Diminishing rate of returns
I have gotten in trouble with academic peer-reviewers in the past for making the following statement:
ML is about finding the strongest signals and then building a product around them.
Similarly to the decline of the blockbuster drug in pharma, we have a diminishing returns issue in medical AI. We are able to detect and exploit the most prevalent signals. These are indications which are widespread in the community and have accessible biomarkers.
Interestingly, in this case we can describe the problem much easier than the pharma issue. That is because the pharma problem is mired in issues of the biological unknown. There is always the potential that a new discovery will solve the biological problem. However here, we are planning digital solutions and the technical approach is well understood.
ML is a machine which is best used at scale. So the ML expert is always looking at the dimension, beyond the current project, of what we can do next. And that is where things do not look so good for medical AI.
The vast majority of human diseases lie outside of the realm of common indications with accessible biomarkers. What about (relatively) rare diseases? In the case of underrepresented diseases, to amass sufficient data to extract a similarly sized signal it costs exponentially more in terms of both money and acquisition efforts. And inaccessible biomarkers? Then you have to substitute biomarkers which are poor correlates instead. This diminishes signal, thus again requiring more data. Often these issues are not solvable.
Today the best possible approach is to carefully examine data sets for signal, to build products accordingly, and to carefully plan roadmaps to take account of the accessibility of biomarkers, their correlation with indications, and the multiplicity of alternative approaches available in a neighbouring indication or biomarker subset.
Solution: paradigm shift?
That is how we have solved these problems throughout history.

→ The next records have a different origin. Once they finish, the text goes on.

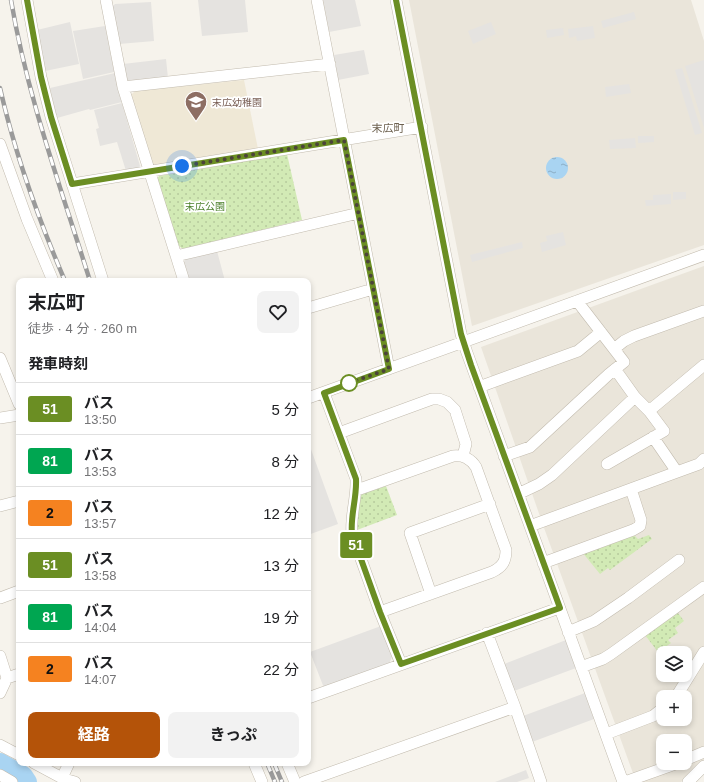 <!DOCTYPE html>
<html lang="ja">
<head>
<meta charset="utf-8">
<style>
	body { margin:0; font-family:Arial,"Noto Sans JP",sans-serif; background:#f2f2f2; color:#202124; height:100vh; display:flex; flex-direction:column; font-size:15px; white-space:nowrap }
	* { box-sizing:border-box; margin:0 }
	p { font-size:13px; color:#757577 }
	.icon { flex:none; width:22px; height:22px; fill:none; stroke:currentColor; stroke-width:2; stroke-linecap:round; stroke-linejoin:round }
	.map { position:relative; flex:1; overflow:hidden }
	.details { position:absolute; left:16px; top:278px; width:295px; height:488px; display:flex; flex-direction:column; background:#fff; border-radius:8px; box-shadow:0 2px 6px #0003 }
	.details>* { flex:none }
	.badge { padding:0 8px; border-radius:3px; font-size:14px; line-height:26px }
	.tools { position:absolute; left:656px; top:646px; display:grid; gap:8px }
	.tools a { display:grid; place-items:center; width:36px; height:36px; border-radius:8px; background:#fff; box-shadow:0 2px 6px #0003; font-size:20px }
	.you { position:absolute; width:20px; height:20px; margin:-10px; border:3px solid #fff; border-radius:50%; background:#1a73e8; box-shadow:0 0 0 6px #1a73e833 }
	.map>.badge { position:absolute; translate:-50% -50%; box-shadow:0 0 0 2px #fff }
	h2 { padding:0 12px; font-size:15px; line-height:36px }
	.round { display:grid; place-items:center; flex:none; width:42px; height:42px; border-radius:8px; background:#f2f2f2 }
	.summary { display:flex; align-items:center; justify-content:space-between; height:68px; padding:0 12px }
	h1 { font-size:19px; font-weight:700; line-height:30px }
	.button { display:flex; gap:8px; margin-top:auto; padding:8px 12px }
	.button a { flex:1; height:46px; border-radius:8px; background:#b45309; color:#fff; font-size:16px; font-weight:700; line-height:46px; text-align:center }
	.button a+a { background:#f2f2f2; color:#202124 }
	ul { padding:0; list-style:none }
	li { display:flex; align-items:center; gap:12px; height:52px; padding:0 12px; border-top:1px solid #e0e0e0 }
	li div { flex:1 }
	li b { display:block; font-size:15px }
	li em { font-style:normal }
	li .badge { min-width:44px; font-weight:700; text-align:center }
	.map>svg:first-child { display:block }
	.residential { fill:#eae5da; fill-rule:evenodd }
	.education { fill:#efe8d6 }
	.park { fill:url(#park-dots) }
	.parking { fill:#e5e3e0 }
	.water { fill:url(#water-ripples) }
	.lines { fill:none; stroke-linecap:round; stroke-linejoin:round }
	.river { stroke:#a9d4f2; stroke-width:20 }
	.minor-casing { stroke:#c2bbae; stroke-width:12 }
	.minor { stroke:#fff; stroke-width:11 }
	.rail-casing { stroke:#9a9a9a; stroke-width:4.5 }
	.rail { stroke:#fff; stroke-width:3; stroke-dasharray:9; stroke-linecap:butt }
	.line-casing { stroke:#fff; stroke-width:9 }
	.line { stroke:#6b8e23; stroke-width:6 }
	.walk { stroke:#4b4439; stroke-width:4; stroke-dasharray:0 7.2 }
	.stop-dot { fill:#fff; stroke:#6b8e23; stroke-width:2 }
	.labels { text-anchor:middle; stroke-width:3.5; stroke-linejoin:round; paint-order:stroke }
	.education-label { font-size:10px; fill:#785e54; stroke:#fff; text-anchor:start }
	.park-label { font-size:10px; fill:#4a7f2a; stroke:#fff }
	.neighbourhood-label { font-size:11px; fill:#6e6250; stroke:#fff }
</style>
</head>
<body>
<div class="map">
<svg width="704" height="782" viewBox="0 0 704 782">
	<defs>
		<pattern id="park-dots" width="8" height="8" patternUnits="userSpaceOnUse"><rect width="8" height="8" fill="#d2eab5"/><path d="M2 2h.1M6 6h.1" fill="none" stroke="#b6ca9c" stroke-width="1.8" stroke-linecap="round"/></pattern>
		<pattern id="water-ripples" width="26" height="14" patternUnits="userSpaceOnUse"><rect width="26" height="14" fill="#a9d4f2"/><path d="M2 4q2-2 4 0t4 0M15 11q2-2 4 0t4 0" fill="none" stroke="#8caec5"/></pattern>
	</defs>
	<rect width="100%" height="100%" fill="#f6f3ec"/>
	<path class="residential" d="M409,0h282l13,41v204l-232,81z
		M704,266v494l-23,22h-54l7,-6 -91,-251 -62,-178zM663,653h22v22h-22zM663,697h22v22h-22zM663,741h22v22h-22z"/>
	<path class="education" d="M244,80l14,69 -102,16 -4,-2 -21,-68 4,-4z"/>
	<path class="park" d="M287,154l15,66 -119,29 -4,-3 -22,-67 2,-3z
		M386,486l11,29 -40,15v-8l4,-28z
		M633,534l5,5 11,-4 3,4 -42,31 -2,-2 -8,6 -18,-22z
		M678,613l6,8 -9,7 3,5 -10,7 3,3 -13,9 -13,-17z"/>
	<path class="parking" d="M198,0h47l3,32 -46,4z
		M323,0h32l6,26 -32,6z
		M151,2l3,39 -35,3 -7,-37 3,-3z
		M634,12l2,7 -33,9 -2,-7z
		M70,22l9,42 -34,7 -8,-41z
		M491,22l5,12 -23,10 -5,-13z
		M105,26l9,46 -31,7 -10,-48z
		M593,26l2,12 -18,3 -1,-5 -7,2 -1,-9z
		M563,28l1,7 -17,3 -1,-8z
		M364,50l5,24 -31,6 -4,-25z
		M166,59l2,19 -38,4 -4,-3 -3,-15z
		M704,60v68l-19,-62z
		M682,68l20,65 -7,2 -20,-65z
		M115,73l7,29 -32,8 -1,-1 -32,9 -7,-30z
		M629,84l2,9 -25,4 -1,-10z
		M122,103l18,63 -1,2 -13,3 -9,-29 -17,4 -4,-17 3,-1 -5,-18z
		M638,136h16v6l-16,1z
		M635,138l1,10 -26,1 -1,-9z
		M673,192h13v7l-13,1z
		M671,194v10l-25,2 -1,-6h8v-5z
		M563,232l3,13 -24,7 -2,-9 7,-2 -1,-5z
		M522,242l1,6 -51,14 -2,-7z
		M217,251l8,30h-35l-6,-18 1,-4z
		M308,441l30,83 -30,11z
		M381,626l11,31 -3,7 -65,24 -14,-36z
		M566,640l10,28 -62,23 -10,-27z
		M585,693l9,26 -62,23 -9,-26z
		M526,770l3,8 -12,4h-22z"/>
	<path class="water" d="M546 168a11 11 0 1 1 22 0a11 11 0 1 1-22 0Z"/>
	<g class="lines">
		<path class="river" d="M0,763l23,13 4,6"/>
		<g class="minor-casing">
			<path id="minor" d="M27,0l14,77 10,40 52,164
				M106,0l17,87 61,194
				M317,0l72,369
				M396,0l65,334 5,16 157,432
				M123,87l207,-23
				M0,144l27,75 26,62
				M72,184l350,-57
				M176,256l183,-43
				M308,308l65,-19
				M614,349l10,-8 10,-5 70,-25
				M0,358l19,46
				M479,387l99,-36 23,-19
				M324,393l32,86c1,19 -6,37 -4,55l28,78 21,52
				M308,398l396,-143
				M649,411l55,-46
				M0,418l19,-3
				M339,433l93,-34h7l8,3 8,8 11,34 -3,12
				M653,437l24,35
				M504,456l26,-9 79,-73 15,-12 -47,-61
				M607,464l57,-33 -15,-20 -14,-14 -20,-28
				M357,490l96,-34c10,-1 17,2 23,11l30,83c0,12 -4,17 -14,22l-112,40
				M518,494l21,-10 13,-9 83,-78
				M0,506l19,-5
				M530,526l147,-54 22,-8 5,-5
				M543,563l90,-33 7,-4 1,-6 -10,-31
				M431,594l-21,-61 80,-29
				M0,598l19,-7
				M568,632l26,-11 34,-23 51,-38
				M487,633l28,74 26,75
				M0,656l7,22 -7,15
				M581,667l22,-8 8,-5 93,-67
				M7,678l12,-4
				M676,697l28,-45
				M308,698l251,-90
				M606,734l47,-18 10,-8
				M0,745l19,10
				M685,760l19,-8
				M34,763l30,16 11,3
				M254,763l8,19
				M287,763l8,19
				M0,775l12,7
				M62,778l7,-15
				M304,782l211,-75
				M625,782l53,-19
				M688,782l16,-16"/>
		</g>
		<use href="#minor" class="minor"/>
		<g class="rail-casing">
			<path id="rail" d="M11,0c16,96 50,188 79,281
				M0,88c15,66 38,130 65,193
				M267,763l8,19
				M274,763l8,19"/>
		</g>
		<use href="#rail" class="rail"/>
	</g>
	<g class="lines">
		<g class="line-casing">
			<path id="line" d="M27,0l14,77 10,40 21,67 272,-44 45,229 -65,24 32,86c1,19 -6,37 -4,55l28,78 21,52 159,-56 -89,-243 -10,-31 -65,-334"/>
		</g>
		<use href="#line" class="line"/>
		<path class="walk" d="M182,166l162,-26 45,229 -40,14"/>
	</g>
	<defs>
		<g id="school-pin" transform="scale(1.15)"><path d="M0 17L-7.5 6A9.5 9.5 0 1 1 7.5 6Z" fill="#8d6e63" stroke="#fff"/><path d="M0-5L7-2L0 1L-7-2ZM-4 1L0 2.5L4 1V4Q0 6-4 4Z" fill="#fff"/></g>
	</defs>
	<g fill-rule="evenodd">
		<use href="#school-pin" x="196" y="102"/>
	</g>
	<circle class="stop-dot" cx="349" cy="383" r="8"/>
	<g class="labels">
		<g class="education-label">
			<text x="212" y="106">末広幼稚園</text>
		</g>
		<g class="park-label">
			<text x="205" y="210">末広公園</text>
		</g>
		<g class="neighbourhood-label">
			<text x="388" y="132">末広町</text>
		</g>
	</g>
</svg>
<div class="tools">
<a><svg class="icon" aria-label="layers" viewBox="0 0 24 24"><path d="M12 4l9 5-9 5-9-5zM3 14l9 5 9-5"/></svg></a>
<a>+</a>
<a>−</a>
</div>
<div class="you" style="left:182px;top:166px"></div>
<b class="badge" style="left:356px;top:545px;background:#6b8e23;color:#fff">51</b>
<section class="details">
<div class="summary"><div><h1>末広町</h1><p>徒歩 · 4 分 · 260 m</p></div><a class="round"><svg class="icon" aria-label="heart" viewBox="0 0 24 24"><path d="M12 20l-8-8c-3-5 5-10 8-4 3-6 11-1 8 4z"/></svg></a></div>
<h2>発車時刻</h2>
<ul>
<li><span class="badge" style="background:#6b8e23;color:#fff">51</span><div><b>バス</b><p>13:50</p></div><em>5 分</em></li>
<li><span class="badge" style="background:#00a651;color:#fff">81</span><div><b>バス</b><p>13:53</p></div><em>8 分</em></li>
<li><span class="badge" style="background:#f58220;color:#111">2</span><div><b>バス</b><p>13:57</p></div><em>12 分</em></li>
<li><span class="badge" style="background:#6b8e23;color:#fff">51</span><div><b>バス</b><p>13:58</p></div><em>13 分</em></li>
<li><span class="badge" style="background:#00a651;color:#fff">81</span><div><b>バス</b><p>14:04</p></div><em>19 分</em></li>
<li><span class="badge" style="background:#f58220;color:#111">2</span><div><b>バス</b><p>14:07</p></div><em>22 分</em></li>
</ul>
<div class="button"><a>経路</a><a>きっぷ</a></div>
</section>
</div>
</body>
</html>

- Reimagine the technical approach.
- Reimagine how we apply the technology (think about auto-suggest example).
However, I am not such a tech-bro that I believe we can always invent our ways out of trouble. For example, I would rather not bet the future of humanity on our ability to invent a solution to climate change. And I can see in the case of medical AI enormous potential for us to continue to plough untold resources into the wrong directions.
I do see promise in both of these approaches. And, I will continue to blog about them. I continue to work in this space.
The first step, though, is to recognise that you have a problem.